• What the exercise asks
Find each line of the entries with the string "lists", please, and copy it.

[[ Data shown, beginning ]]

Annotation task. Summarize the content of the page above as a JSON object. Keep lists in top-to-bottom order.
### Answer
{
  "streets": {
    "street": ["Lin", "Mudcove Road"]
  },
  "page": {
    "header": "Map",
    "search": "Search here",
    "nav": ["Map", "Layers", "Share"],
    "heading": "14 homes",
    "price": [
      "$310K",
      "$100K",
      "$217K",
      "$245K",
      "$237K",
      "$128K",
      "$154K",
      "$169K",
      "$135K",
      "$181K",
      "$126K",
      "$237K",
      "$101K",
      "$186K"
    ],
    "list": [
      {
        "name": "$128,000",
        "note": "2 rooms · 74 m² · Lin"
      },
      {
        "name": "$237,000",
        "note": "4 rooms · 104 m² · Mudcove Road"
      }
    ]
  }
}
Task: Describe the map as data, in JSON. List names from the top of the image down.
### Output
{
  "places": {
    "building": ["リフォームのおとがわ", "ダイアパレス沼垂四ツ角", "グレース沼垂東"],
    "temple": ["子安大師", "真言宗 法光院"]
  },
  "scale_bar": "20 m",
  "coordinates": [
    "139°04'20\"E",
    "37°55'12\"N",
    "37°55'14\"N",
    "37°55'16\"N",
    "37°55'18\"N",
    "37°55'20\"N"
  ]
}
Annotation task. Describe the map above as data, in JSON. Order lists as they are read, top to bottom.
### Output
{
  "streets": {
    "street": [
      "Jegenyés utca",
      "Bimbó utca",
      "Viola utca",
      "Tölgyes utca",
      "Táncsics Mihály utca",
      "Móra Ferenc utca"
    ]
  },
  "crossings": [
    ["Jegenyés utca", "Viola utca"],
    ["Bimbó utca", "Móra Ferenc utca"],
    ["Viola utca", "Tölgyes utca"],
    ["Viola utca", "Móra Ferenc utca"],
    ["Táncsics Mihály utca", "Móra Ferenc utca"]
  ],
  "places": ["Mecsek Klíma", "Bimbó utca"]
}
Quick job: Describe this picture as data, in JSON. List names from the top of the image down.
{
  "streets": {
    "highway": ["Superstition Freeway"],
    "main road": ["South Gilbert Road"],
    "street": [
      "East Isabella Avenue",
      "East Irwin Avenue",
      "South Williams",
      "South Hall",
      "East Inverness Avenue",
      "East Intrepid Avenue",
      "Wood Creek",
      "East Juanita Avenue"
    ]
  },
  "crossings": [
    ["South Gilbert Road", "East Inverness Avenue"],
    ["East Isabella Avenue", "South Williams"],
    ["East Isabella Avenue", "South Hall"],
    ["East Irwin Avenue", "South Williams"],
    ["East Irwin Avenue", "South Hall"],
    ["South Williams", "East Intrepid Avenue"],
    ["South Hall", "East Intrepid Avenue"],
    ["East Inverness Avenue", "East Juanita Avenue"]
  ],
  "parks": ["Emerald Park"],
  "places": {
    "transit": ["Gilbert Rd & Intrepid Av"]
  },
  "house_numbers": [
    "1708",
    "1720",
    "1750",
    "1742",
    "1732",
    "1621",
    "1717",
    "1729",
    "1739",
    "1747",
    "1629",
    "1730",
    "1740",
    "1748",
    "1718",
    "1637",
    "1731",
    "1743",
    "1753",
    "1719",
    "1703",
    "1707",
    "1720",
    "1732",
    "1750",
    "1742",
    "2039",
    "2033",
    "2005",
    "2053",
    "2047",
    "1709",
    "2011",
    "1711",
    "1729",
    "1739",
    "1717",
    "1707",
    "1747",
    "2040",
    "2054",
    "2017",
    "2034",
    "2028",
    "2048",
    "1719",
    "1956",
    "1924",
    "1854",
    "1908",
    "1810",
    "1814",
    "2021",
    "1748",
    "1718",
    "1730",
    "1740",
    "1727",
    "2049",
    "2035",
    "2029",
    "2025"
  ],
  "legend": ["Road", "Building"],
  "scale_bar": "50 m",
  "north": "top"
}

[[ Data shown, end ]]

• Output of the task
Annotation task. Summarize the content of the page above as a JSON object. Keep lists in top-to-bottom order.
Annotation task. Describe the map above as data, in JSON. Order lists as they are read, top to bottom.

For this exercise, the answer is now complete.